> **DESCRIPTION OF THE TASK**
Say how many of the lines below include the word "data". Only the number should be given.

[Saved entries]
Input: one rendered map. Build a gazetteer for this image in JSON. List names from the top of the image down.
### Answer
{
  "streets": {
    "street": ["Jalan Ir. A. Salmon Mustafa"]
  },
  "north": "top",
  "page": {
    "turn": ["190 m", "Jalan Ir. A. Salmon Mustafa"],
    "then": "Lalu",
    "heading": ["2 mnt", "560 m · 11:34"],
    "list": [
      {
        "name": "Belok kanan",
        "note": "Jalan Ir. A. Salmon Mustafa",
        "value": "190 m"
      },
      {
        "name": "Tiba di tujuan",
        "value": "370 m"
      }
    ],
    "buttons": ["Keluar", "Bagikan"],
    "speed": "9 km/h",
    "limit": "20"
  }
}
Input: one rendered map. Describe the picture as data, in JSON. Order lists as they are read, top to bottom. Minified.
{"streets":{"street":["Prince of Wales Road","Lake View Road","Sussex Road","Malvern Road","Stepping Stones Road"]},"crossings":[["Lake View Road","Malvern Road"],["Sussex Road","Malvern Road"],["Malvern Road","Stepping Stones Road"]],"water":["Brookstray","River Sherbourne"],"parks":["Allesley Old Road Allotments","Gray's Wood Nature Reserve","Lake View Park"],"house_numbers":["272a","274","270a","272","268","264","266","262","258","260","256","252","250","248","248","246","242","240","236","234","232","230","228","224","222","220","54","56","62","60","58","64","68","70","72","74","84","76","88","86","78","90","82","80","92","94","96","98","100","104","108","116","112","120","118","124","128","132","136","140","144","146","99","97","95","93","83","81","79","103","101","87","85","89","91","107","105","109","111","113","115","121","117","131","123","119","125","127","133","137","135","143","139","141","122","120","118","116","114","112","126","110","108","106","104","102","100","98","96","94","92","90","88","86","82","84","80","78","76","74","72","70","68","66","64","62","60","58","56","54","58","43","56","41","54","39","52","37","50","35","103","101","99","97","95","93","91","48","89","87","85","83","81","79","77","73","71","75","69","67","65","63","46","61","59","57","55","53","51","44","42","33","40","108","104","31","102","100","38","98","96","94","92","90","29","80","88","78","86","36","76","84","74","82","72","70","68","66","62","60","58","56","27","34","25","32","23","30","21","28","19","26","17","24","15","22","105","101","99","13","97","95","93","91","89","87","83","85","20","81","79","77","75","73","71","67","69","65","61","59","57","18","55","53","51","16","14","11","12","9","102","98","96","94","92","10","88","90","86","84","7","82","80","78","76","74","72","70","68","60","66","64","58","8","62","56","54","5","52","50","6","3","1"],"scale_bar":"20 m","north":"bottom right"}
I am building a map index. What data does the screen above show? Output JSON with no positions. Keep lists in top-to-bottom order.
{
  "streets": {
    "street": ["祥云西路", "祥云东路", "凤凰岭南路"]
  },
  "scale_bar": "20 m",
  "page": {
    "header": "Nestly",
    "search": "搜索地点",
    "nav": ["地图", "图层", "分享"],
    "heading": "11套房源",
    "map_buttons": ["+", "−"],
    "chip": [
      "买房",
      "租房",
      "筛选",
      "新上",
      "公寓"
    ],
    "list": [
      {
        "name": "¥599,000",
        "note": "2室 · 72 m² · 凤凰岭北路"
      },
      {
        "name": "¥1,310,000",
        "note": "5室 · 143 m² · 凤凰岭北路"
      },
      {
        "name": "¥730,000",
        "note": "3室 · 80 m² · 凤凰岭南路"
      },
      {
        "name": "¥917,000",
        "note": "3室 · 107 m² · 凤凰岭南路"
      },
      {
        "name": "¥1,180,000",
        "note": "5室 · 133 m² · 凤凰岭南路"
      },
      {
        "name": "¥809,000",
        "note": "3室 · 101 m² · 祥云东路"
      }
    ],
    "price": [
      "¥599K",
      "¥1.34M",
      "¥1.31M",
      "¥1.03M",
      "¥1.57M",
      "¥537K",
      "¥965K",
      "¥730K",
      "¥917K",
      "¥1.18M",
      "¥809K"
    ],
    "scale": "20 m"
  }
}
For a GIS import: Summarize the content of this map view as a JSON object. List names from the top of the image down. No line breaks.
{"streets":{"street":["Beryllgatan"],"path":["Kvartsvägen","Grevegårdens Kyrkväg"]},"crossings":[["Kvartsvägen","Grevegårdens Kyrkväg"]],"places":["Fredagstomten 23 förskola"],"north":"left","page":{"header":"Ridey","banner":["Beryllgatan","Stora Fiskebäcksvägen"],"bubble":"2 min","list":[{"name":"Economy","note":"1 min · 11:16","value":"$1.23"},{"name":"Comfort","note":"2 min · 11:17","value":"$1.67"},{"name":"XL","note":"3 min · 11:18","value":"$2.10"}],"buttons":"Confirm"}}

> **ANSWER AREA**
2